Saved data entries:
━━━━━━━━━━━━━━━━━━━━━━━━━━━━━━

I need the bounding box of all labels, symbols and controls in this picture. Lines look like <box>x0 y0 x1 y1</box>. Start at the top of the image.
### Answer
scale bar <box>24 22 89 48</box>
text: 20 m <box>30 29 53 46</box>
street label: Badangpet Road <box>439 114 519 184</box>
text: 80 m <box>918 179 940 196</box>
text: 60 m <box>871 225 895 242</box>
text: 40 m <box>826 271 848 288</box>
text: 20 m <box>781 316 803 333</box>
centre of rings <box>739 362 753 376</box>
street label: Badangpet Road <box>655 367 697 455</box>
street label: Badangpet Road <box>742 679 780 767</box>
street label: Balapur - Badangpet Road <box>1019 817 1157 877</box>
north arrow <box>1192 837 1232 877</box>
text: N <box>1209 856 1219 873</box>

━━━━━━━━━━━━━━━━━━━━━━━━━━━━━━

> _Aim of the task_
The data given before this task must be transcribed exactly and in full.

> _Result of the task_
I need the bounding box of all labels, symbols and controls in this picture. Lines look like <box>x0 y0 x1 y1</box>. Start at the top of the image.
### Answer
scale bar <box>24 22 89 48</box>
text: 20 m <box>30 29 53 46</box>
street label: Badangpet Road <box>439 114 519 184</box>
text: 80 m <box>918 179 940 196</box>
text: 60 m <box>871 225 895 242</box>
text: 40 m <box>826 271 848 288</box>
text: 20 m <box>781 316 803 333</box>
centre of rings <box>739 362 753 376</box>
street label: Badangpet Road <box>655 367 697 455</box>
street label: Badangpet Road <box>742 679 780 767</box>
street label: Balapur - Badangpet Road <box>1019 817 1157 877</box>
north arrow <box>1192 837 1232 877</box>
text: N <box>1209 856 1219 873</box>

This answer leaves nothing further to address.